Every transformation is classified as either surface (should not change the answer) or structural (should change the answer). The dual classification is what makes SymGap a test of understanding, not just a stress test.
Surface transforms
Paraphrase, formatting changes, variable renaming, premise reordering, domain redressing. These change the words. They don't change the problem.
Structural transforms
Negation, quantifier changes, premise removal, causal reversal, structural swaps. These change the problem itself. The model should notice.
The diagnostic
Drift under surface transforms = brittleness. Stability under structural transforms = obliviousness. Both are failures of understanding.
Three problems this addresses.
Benchmark gaming
Models increasingly optimize for benchmark scores through training data overlap, format memorization, and surface-pattern exploitation. The symmetry gap directly measures how much of a score is real. A model that truly understands a domain will have a small gap. A model that has memorized the test will have a large one.
Deployment trust
In production, prompts arrive in unpredictable forms. Users don't phrase things like benchmark authors. Evidence arrives in arbitrary order. Variables have unfamiliar names. A model's symmetry profile tells you whether its benchmark performance will survive contact with the real world.
The reasoning question
The field's central open question is whether language models genuinely reason or merely pattern-match at scale. The understanding matrix provides a direct empirical test. If a model aces Standard problems but fails Trap and Transfer variants, the answer — for those tasks, at that scale — is pattern matching.
How it works.
SymGap audits any benchmark in four steps:
Transform
Apply meaning-preserving and meaning-altering transformations to each benchmark question. Transforms are generated once, human-validated, and frozen as reproducible fixtures.
Evaluate
Run the original and all transformed variants through the model. Cache every response.
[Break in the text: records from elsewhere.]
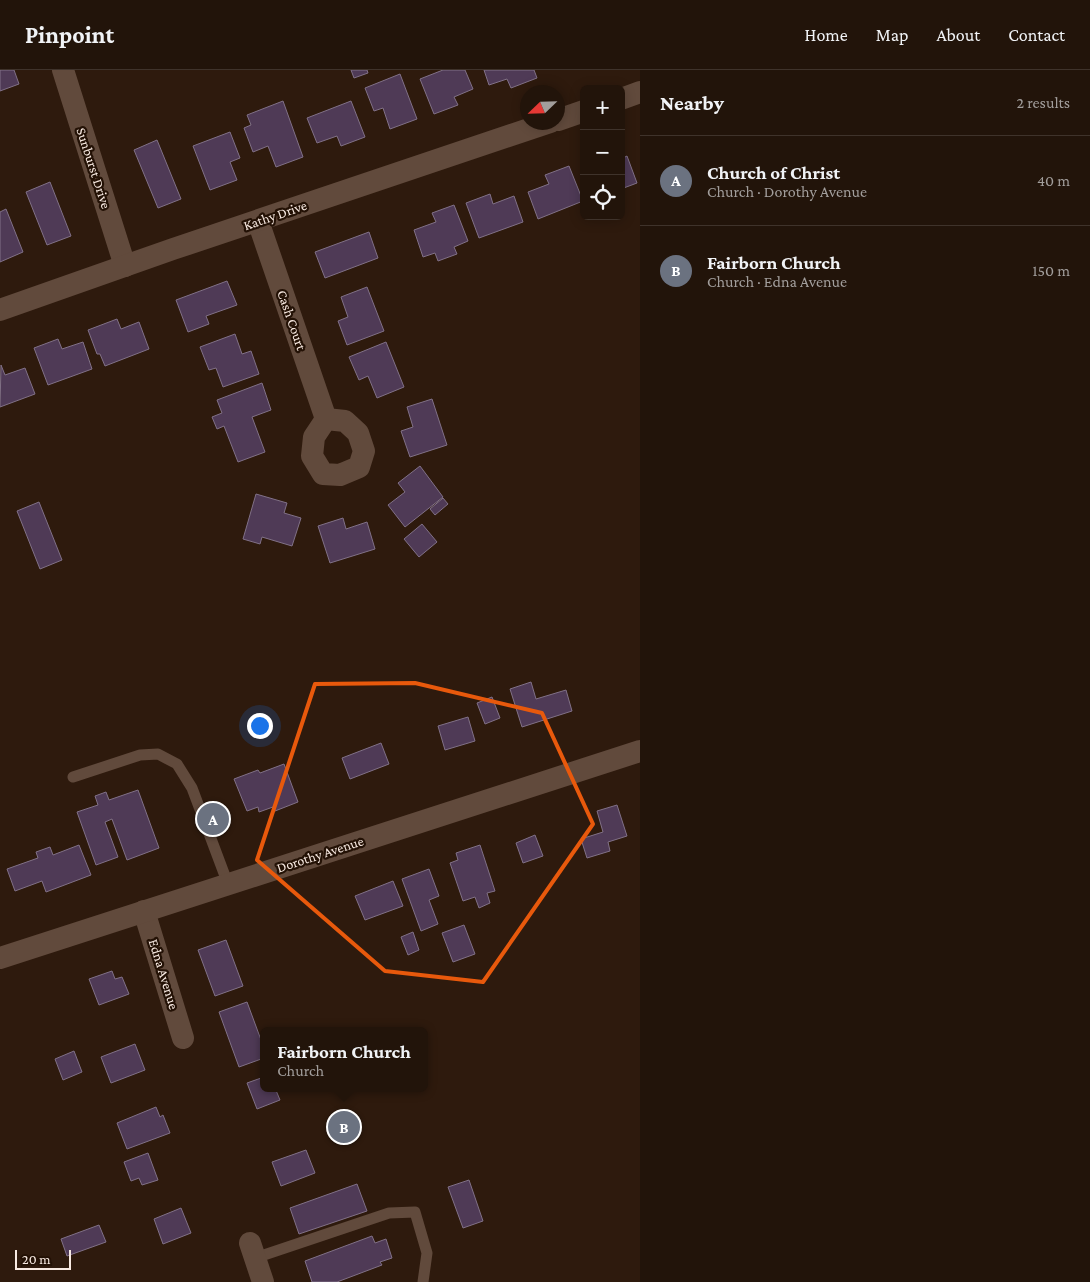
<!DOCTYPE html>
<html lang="en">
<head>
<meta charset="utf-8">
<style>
	:root { --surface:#22140a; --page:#2a1d13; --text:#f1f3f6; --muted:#a29e9c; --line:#3f332b; --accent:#1a73e8 }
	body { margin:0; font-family:"Crimson Pro",serif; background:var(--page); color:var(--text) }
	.controls { position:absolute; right:15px; top:15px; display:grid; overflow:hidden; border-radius:8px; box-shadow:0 2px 12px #0003 }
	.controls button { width:45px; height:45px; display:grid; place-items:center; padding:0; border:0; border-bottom:1px solid var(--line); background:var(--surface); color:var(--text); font:25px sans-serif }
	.compass { position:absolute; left:520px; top:15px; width:45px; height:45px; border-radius:50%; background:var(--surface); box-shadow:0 2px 12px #0003; rotate:247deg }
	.scale { position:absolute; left:15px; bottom:12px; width:56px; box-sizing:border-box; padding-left:5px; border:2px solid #f8eae2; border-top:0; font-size:14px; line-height:18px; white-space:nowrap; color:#f8eae2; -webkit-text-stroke:4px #231105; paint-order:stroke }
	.you { position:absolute; left:259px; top:655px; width:18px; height:18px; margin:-12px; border:4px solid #fff; border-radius:50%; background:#1a73e8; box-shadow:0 0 0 8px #1a73e833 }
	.badge { display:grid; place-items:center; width:32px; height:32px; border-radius:50%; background:var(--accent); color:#fff; font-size:16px; font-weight:700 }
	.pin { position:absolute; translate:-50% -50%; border:2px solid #fff; box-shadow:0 1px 5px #0006 }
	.popup { position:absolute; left:260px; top:957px; width:168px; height:65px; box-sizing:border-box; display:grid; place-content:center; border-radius:8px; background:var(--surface); filter:drop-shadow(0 1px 4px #0005); font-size:16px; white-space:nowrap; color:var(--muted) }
	.popup b { font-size:19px; color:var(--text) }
	.popup::after { content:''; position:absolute; left:50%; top:100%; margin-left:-10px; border:10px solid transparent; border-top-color:var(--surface) }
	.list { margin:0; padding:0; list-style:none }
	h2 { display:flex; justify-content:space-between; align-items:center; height:65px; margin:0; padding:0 20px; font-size:21px }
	h2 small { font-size:16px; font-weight:400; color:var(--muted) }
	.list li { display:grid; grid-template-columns:32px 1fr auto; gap:15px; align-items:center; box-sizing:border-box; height:90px; padding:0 20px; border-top:1px solid var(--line) }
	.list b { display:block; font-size:19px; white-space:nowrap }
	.list p { margin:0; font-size:16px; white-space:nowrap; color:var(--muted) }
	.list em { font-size:16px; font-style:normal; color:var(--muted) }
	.icon { flex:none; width:28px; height:28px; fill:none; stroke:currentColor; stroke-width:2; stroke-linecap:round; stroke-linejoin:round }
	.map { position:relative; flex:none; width:640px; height:1212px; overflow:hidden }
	header { display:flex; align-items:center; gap:30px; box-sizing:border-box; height:70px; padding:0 25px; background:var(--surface); border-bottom:1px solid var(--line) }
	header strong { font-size:24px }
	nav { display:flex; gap:28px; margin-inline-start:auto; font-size:18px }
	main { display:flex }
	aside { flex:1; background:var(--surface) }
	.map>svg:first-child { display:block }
	.building { fill:#4f3a56; stroke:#817187 }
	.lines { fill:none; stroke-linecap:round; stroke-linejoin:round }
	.service { stroke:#614a3c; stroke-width:11 }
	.minor { stroke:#614a3c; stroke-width:22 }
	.marked { fill:none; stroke:#e8590c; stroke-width:4; stroke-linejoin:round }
	.labels { text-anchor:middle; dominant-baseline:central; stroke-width:4.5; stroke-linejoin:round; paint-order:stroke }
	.street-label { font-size:14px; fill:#f8eae2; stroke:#231105 }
</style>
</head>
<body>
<header>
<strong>Pinpoint</strong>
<nav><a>Home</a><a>Map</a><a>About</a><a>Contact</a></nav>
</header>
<main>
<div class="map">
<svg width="640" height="1212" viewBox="0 0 640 1212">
	<rect width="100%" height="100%" fill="#2e1a0d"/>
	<!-- building -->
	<g class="building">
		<polygon points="0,0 14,0 19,14 0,21"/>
		<polygon points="351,0 367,0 368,3 354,8"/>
		<polygon points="443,0 465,0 473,19 454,27 458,35 434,44 420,9"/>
		<polygon points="484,0 534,0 537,8 511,18 507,9 489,15"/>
		<polygon points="400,4 417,49 390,59 383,38 374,41 365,18"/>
		<polygon points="283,31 303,87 276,97 268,76 253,82 244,58 251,55 247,45"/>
		<polygon points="351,31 365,67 341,76 337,66 317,73 307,48"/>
		<polygon points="230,62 240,88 230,92 237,110 210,120 193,76"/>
		<polygon points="157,70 181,129 158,138 134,80"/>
		<polygon points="627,86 637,113 621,119 621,89"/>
		<polygon points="569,96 583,131 538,149 528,122 549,114 545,105"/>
		<polygon points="50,112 71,166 47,175 26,122"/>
		<polygon points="490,124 493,134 514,126 523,152 479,168 466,133"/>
		<polygon points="454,135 468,171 454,177 457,184 438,191 435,183 423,187 414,160 436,152 432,143"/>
		<polygon points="6,139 23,182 0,192 0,142"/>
		<polygon points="369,162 378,188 325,208 315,182"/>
		<polygon points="227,211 237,235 206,246 209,254 188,262 176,230"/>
		<polygon points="367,217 384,261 347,275 338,251 348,247 341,227"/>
		<polygon points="117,249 121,259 139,252 149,279 105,296 100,284 97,284 88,260"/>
		<polygon points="235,264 242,284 251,281 259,304 223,317 216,298 209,300 200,277"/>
		<polygon points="58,269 62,279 83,272 92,299 48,315 34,278"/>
		<polygon points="386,272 404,317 377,328 368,306 359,310 349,287"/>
		<polygon points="1,295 5,305 25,298 35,324 0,337"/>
		<polygon points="262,313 271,340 252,347 265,382 238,392 224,356 217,359 212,347 222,343 217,330"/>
		<polygon points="432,329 447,375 410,387 401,361 413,357 407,337"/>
		<polygon points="420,396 443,427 405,457 388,435 405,422 398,413"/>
		<polygon points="256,424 287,433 284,443 301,448 292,476 262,467 260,474 243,469"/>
		<polygon points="443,428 448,434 435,445 430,439"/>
		<polygon points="39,432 62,490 40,499 17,441"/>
		<polygon points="343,448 346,459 367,452 375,479 330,493 318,456"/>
		<polygon points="422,454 437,472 419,487 404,469"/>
		<polygon points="531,612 536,629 566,620 572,641 522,657 510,619"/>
		<polygon points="492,627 500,648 485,654 477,633"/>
		<polygon points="468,647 475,671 445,680 438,656"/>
		<polygon points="381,673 389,694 350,709 342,688"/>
		<polygon points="284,694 298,732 275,741 273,737 259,742 258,737 247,741 234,709 258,700 260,703"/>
		<polygon points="138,720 159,778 127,790 112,749 105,752 118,787 96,795 77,742 98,735 95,726 106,722 109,730"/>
		<polygon points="617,735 627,766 608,772 610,781 587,788 581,769 603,762 597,741"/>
		<polygon points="535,765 543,786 523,793 516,773"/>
		<polygon points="79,775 91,805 46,822 42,811 15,821 7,799 38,788 36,782 50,777 53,785"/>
		<polygon points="480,775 495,821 487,823 490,833 479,838 475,827 463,831 450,793 458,790 456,783"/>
		<polygon points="429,799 439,826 429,830 438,854 421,861 402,809"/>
		<polygon points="393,811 403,836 365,850 355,826"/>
		<polygon points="464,855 475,884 453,892 442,863"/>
		<polygon points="413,862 419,880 408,885 401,867"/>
		<polygon points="226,870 243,916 215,926 198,880"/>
		<polygon points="112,901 115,909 122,907 129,924 99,935 89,909"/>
		<polygon points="247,932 264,978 264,988 239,997 219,942"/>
		<polygon points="135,974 145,1000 111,1013 101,987"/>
		<polygon points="74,981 82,1002 63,1010 55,989"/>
		<polygon points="264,1007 264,1018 275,1018 280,1030 257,1039 247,1013"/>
		<polygon points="156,1037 160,1047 163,1045 170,1063 127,1079 117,1053"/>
		<polygon points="306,1080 315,1103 281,1116 272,1092"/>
		<polygon points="148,1083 158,1110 142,1115 139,1108 131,1111 124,1092"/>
		<polygon points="469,1110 483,1151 463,1158 448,1117"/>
		<polygon points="357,1114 367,1141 299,1164 290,1138"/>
		<polygon points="181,1138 191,1163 163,1174 154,1149"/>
		<polygon points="99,1155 106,1172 67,1186 61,1169"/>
		<polygon points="372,1166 375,1173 386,1169 392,1188 380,1192 382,1195 337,1212 312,1212 305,1191"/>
	</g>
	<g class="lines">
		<!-- service -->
		<g class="service">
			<polyline points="73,707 140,685 158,684 177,694 192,718 228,814"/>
			<polyline points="255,1188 389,1143 415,1142 427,1183 423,1212"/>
		</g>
		<!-- minor -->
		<g class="minor">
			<polyline points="63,0 125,196"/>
			<polyline points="621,29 640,22"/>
			<polyline points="558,50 584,41"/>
			<polyline points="258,151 326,349 314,367 312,386 323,404 340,405 359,397 364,381 358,363 345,351 326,349"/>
			<polyline points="0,240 173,179 550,52"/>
			<polyline points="144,841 183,968"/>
			<polyline points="0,888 640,681"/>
			<polyline points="250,1173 263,1212"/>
		</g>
	</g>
	<!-- marked area -->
	<path class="marked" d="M415,613l127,30 51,111 -110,158 -98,-11 -128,-111 58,-176z"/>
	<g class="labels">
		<!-- street labels -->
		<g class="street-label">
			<text transform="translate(94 98) rotate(72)">Sunburst Drive</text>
			<text transform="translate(275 145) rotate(-19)">Kathy Drive</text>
			<text transform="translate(292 250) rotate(71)">Cash Court</text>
			<text transform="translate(320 784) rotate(-18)">Dorothy Avenue</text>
			<text transform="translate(164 904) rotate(73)">Edna Avenue</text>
		</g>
	</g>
</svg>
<div class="controls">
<button>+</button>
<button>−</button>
<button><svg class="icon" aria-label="locate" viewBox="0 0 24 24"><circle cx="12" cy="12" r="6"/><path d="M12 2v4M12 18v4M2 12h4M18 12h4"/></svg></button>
</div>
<svg class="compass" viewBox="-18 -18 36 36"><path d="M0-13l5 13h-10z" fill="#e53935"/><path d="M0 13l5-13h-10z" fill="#a29e9c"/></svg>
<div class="scale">20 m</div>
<div class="you"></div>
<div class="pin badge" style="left:213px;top:749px;background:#6b7280">A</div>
<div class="pin badge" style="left:344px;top:1057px;background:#6b7280">B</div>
<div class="popup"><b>Fairborn Church</b>Church</div>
</div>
<aside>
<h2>Nearby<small>2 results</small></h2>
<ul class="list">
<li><span class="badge" style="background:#6b7280">A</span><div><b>Church of Christ</b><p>Church · Dorothy Avenue</p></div><em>40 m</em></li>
<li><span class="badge" style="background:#6b7280">B</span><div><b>Fairborn Church</b><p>Church · Edna Avenue</p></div><em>150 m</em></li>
</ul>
</aside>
</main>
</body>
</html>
Use deterministic generation settings for reproducibility.
Judge
Compare outputs using exact match (for numeric and multiple-choice), embedding similarity (continuous signal), and LLM-as-judge (for freeform responses).
Score
Compute the symmetry gap, surface stability, structural sensitivity, per-family drift profile, and understanding matrix scores. Generate a human-readable report card.
An open-source toolkit and benchmark.
SymGap will be released as a Python toolkit and a curated evaluation suite. The first release targets GSM8K, MMLU, and a custom evidence-aggregation benchmark, with results across frontier models from OpenAI, Anthropic, Google, and Meta.
The companion paper introduces the symmetry gap metric and the understanding matrix, presents empirical findings, and positions SymGap as a complement to standard accuracy-based evaluation.
Accuracy tells you what a model gets right. Symmetry tells you whether it knows why.
A benchmark score is a snapshot. The symmetry gap measures the depth behind it. When the phrasing changes, the variables change, and the familiar framing disappears — what's left is understanding. SymGap measures what's left.